Signed-off-by: Sebastian Andrzej Siewior <bigeasy@linutronix.de>
---
 .../futex/functional/futex_priv_hash.c        | 42 ++++++++++++++++++-
 1 file changed, 41 insertions(+), 1 deletion(-)

diff --git a/tools/testing/selftests/futex/functional/futex_priv_hash.c b/tools/testing/selftests/futex/functional/futex_priv_hash.c
index 24a92dc94eb86..625e3be4129c3 100644
--- a/tools/testing/selftests/futex/functional/futex_priv_hash.c
+++ b/tools/testing/selftests/futex/functional/futex_priv_hash.c
@@ -111,6 +111,30 @@ static void join_max_threads(void)
 	}
 }
 
+#define SEC_IN_NSEC	1000000000
+#define MSEC_IN_NSEC	1000000
+
+static void futex_dummy_op(void)
+{
+	pthread_mutex_t lock = PTHREAD_MUTEX_INITIALIZER;
+	struct timespec timeout;
+	int ret;
+
+	pthread_mutex_lock(&lock);
+	clock_gettime(CLOCK_REALTIME, &timeout);
+	timeout.tv_nsec += 100 * MSEC_IN_NSEC;
+	if (timeout.tv_nsec >=  SEC_IN_NSEC) {
+		timeout.tv_nsec -= SEC_IN_NSEC;
+		timeout.tv_sec++;
+	}
+	ret = pthread_mutex_timedlock(&lock, &timeout);
+	if (ret == 0)
+		ksft_exit_fail_msg("Succeffuly locked an already locked mutex.\n");
+
+	if (ret != ETIMEDOUT)
+		ksft_exit_fail_msg("pthread_mutex_timedlock() did not timeout: %d.\n", ret);
+}
+
 static void usage(char *prog)
 {
 	printf("Usage: %s\n", prog);
@@ -129,7 +153,7 @@ int main(int argc, char *argv[])
 	int futex_slots1, futex_slotsn, online_cpus;
 	pthread_mutexattr_t mutex_attr_pi;
 	int use_global_hash = 0;
-	int ret;
+	int ret, retry = 20;
 	int c;
 
 	while ((c = getopt(argc, argv, "cghv:")) != -1) {
@@ -208,8 +232,24 @@ int main(int argc, char *argv[])
 	 */
 	ksft_print_msg("Online CPUs: %d\n", online_cpus);
 	if (online_cpus > 16) {
+retry_getslots:
 		futex_slotsn = futex_hash_slots_get();
 		if (futex_slotsn < 0 || futex_slots1 == futex_slotsn) {
+			retry--;
+			/*
+			 * Auto scaling on thread creation can be slightly delayed
+			 * because it waits for a RCU grace period twice.
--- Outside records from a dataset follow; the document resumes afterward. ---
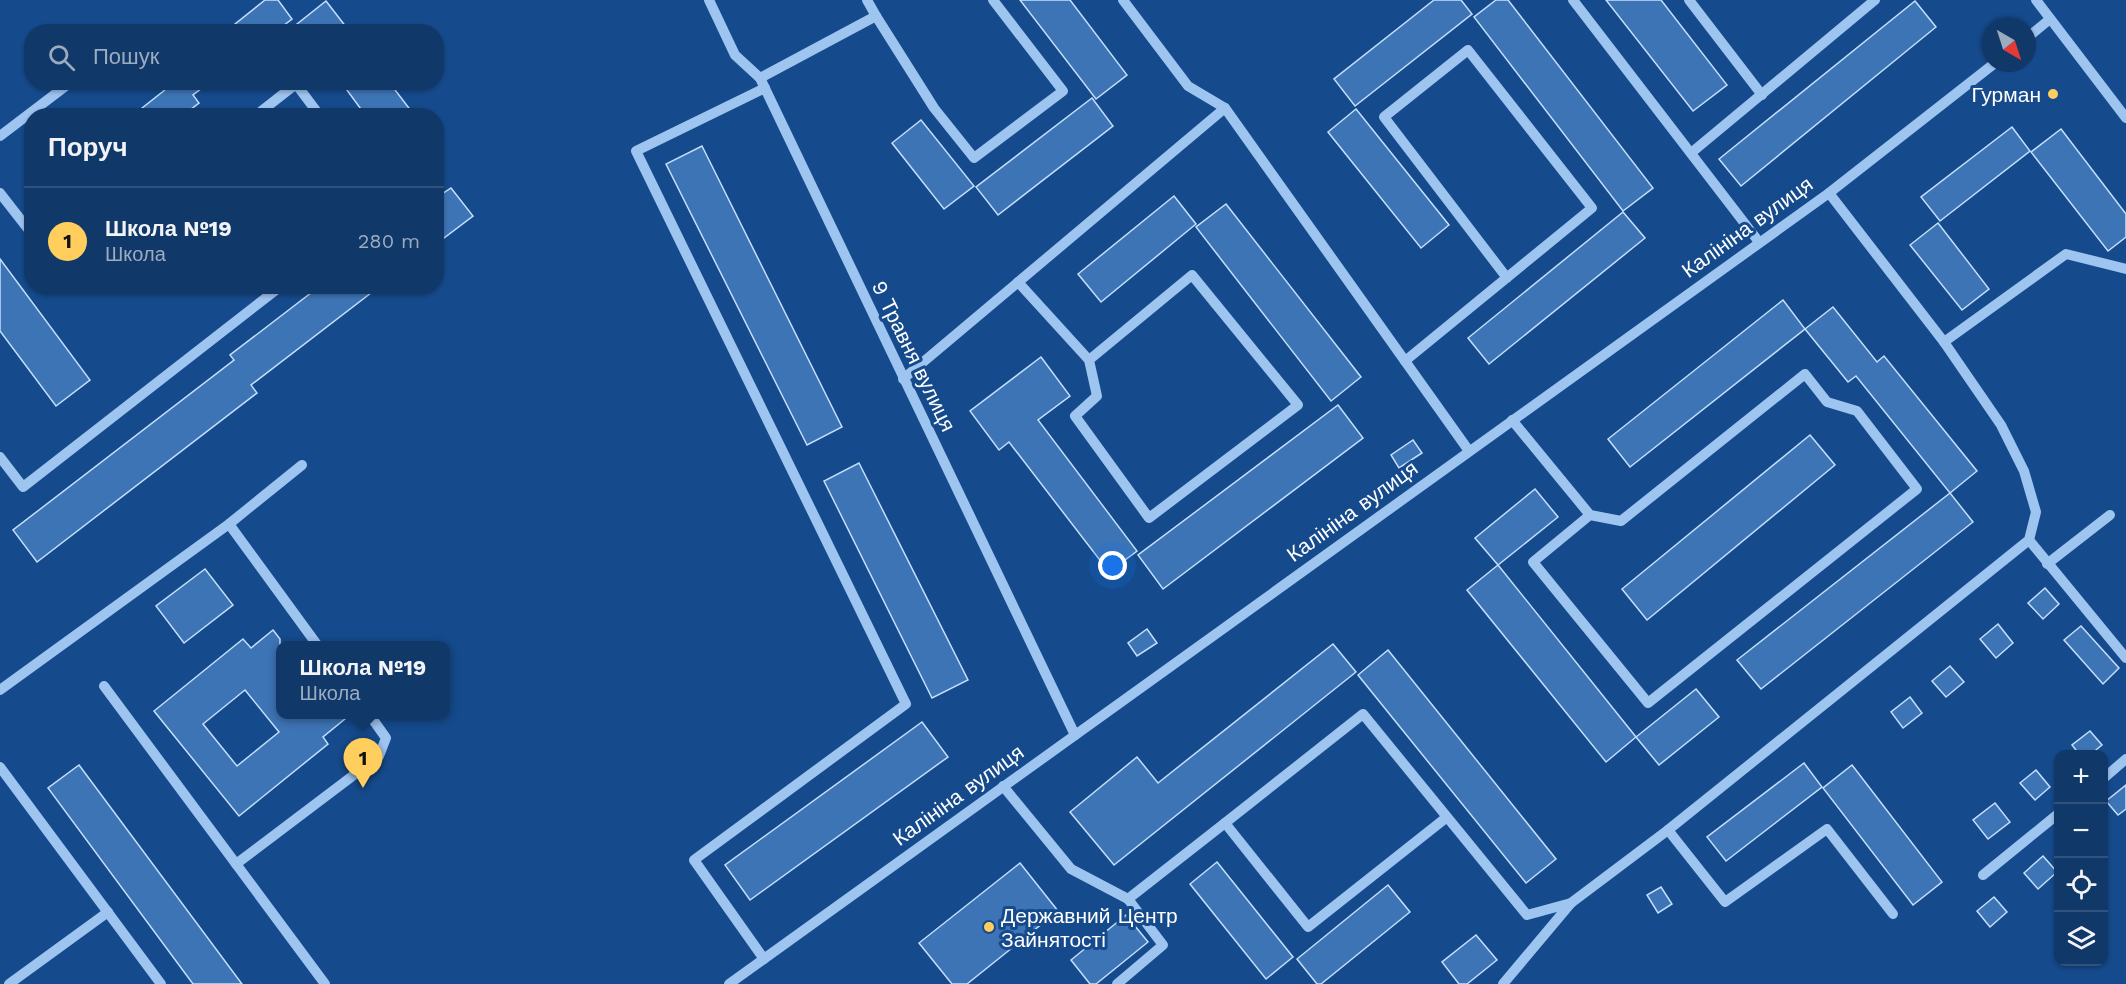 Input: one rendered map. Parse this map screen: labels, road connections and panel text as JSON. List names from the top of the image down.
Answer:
{
  "streets": {
    "street": ["Калініна вулиця", "9 Травня вулиця"]
  },
  "crossings": [
    ["Калініна вулиця", "9 Травня вулиця"]
  ],
  "places": ["Гурман", "Державний Центр Зайнятості"],
  "north": "bottom right",
  "page": {
    "search": "Пошук",
    "heading": "Поруч",
    "list": [
      {
        "mark": "1",
        "name": "Школа №19",
        "note": "Школа",
        "value": "280 m"
      }
    ],
    "popup": ["Школа №19", "Школа"],
    "pins": "1",
    "map_buttons": ["+", "−"]
  }
} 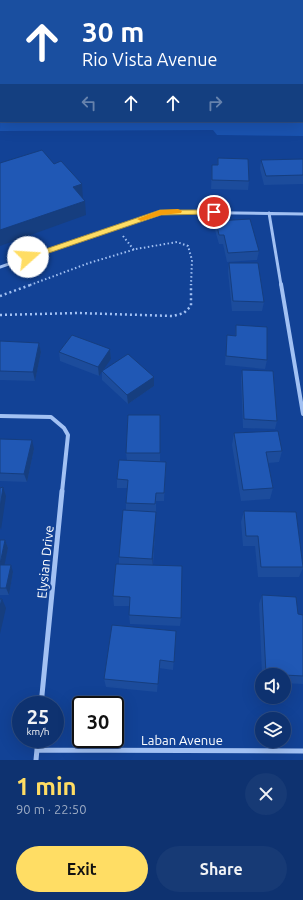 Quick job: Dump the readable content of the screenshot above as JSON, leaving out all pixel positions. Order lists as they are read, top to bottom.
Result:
{
  "streets": {
    "street": ["Elysian Drive", "Laban Avenue"]
  },
  "page": {
    "turn": ["30 m", "Rio Vista Avenue"],
    "speed": "25 km/h",
    "limit": "30",
    "heading": ["1 min", "90 m · 22:50"],
    "buttons": ["Exit", "Share"]
  }
}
The new
+			 * private hash is assigned upon the first futex operation
+			 * after grace period.
+			 * To cover all this for testing purposes the function
+			 * below will acquire a lock and acquire it again with a
+			 * 100ms timeout which must timeout. This ensures we
+			 * sleep for 100ms and issue a futex operation.
+			 */
+			if (retry > 0) {
+				futex_dummy_op();
+				goto retry_getslots;
+			}
 			ksft_print_msg("Expected increase of hash buckets but got: %d -> %d\n",
 				       futex_slots1, futex_slotsn);
 			ksft_exit_fail_msg(test_msg_auto_inc);
-- 
2.50.0
Re: [PATCH 1/3] selftests/futex: Adapt the private hash test to RCU related changes
Posted by Peter Zijlstra 3 months ago
On Mon, Jul 07, 2025 at 04:36:21PM +0200, Sebastian Andrzej Siewior wrote:
> The auto scaling on create creation used to automatically assign the new
> hash because there was the private hash was unused and could be replaced
> right away.
> 
> With the upcoming change to wait for a RCU grace period before the hash
> can be assigned, the test will always fail.
> 
> If the reported number of hash buckets is not updated after an
> auto scaling event, block on an acquired lock with a timeout. The timeout
> is the delay to wait towards a grace period and locking and a locked
> pthread_mutex_t ensure that glibc calls into kernel using futex
> operation which will assign new private hash if available.
> This will retry every 100ms up to 2 seconds in total.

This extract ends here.